### Required work
The job is to find each line of the records below that includes the word "Diciembre" and copy it.

### Information provided
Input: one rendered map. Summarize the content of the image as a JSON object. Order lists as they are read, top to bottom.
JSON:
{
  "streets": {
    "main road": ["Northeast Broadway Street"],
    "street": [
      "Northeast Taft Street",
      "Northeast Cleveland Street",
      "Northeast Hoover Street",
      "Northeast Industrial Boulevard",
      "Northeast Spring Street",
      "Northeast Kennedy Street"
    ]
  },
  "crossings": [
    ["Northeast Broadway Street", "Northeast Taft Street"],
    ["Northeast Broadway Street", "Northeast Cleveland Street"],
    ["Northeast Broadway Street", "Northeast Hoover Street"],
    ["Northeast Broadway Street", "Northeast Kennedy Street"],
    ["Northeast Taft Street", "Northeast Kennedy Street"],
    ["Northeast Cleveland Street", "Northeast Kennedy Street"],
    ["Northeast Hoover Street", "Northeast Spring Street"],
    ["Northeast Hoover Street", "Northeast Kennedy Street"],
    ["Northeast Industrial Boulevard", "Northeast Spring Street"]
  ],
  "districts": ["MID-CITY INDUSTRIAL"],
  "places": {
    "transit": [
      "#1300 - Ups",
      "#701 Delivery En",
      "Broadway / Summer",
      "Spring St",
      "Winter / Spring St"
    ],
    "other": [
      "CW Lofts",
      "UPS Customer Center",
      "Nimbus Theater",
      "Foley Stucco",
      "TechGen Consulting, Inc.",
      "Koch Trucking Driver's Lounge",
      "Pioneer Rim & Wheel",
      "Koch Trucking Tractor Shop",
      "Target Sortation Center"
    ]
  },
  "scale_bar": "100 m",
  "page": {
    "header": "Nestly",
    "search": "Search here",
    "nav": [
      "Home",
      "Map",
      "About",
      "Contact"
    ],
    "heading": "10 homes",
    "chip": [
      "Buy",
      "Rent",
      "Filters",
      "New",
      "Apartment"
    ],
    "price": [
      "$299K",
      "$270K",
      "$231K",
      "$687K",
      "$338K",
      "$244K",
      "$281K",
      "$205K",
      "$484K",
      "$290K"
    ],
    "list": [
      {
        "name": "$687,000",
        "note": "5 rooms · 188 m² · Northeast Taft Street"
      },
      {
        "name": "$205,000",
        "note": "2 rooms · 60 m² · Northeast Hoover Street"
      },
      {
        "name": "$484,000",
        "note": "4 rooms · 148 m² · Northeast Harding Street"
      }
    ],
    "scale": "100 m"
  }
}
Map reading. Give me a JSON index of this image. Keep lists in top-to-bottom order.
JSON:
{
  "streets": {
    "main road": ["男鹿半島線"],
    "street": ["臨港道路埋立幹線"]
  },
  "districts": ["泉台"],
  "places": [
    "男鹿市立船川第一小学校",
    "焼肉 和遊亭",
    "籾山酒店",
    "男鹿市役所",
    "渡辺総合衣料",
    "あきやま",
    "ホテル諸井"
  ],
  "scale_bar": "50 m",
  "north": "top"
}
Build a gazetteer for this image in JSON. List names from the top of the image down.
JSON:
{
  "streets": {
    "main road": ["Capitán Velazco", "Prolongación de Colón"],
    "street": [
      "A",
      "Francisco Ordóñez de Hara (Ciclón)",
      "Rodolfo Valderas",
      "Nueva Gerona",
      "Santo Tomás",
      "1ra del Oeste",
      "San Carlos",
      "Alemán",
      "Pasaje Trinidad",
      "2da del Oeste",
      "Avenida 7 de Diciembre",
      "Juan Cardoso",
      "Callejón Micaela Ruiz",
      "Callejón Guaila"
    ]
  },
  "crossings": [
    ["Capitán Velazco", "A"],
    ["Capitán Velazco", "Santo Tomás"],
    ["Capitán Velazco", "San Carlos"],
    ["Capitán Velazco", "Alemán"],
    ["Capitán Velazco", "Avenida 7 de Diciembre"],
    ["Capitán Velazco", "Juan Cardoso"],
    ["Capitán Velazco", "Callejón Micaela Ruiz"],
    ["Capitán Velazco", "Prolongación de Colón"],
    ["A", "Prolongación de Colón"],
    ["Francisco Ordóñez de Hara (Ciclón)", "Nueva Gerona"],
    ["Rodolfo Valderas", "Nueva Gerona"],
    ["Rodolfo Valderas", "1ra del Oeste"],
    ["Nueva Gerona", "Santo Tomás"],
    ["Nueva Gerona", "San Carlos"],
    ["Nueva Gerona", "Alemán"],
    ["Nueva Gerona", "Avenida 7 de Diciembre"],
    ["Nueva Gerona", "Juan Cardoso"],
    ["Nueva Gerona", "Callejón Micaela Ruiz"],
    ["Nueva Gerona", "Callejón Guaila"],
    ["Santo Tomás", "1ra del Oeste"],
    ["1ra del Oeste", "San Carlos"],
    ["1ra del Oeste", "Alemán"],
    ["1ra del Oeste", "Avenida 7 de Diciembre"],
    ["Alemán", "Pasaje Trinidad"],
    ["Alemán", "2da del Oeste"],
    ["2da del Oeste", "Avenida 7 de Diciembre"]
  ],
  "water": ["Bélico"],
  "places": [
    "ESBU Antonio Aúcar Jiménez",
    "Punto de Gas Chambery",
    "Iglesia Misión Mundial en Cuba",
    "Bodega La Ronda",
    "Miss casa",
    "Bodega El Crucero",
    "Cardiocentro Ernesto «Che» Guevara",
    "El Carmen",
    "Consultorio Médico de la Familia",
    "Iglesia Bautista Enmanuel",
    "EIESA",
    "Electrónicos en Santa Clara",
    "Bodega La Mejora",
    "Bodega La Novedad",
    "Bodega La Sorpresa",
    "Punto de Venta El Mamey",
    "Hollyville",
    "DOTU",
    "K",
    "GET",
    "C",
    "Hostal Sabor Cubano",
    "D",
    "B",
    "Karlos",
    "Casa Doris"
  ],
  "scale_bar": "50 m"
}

### Exercise answer
      "Avenida 7 de Diciembre",
    ["Capitán Velazco", "Avenida 7 de Diciembre"],
    ["Nueva Gerona", "Avenida 7 de Diciembre"],
    ["1ra del Oeste", "Avenida 7 de Diciembre"],
    ["2da del Oeste", "Avenida 7 de Diciembre"]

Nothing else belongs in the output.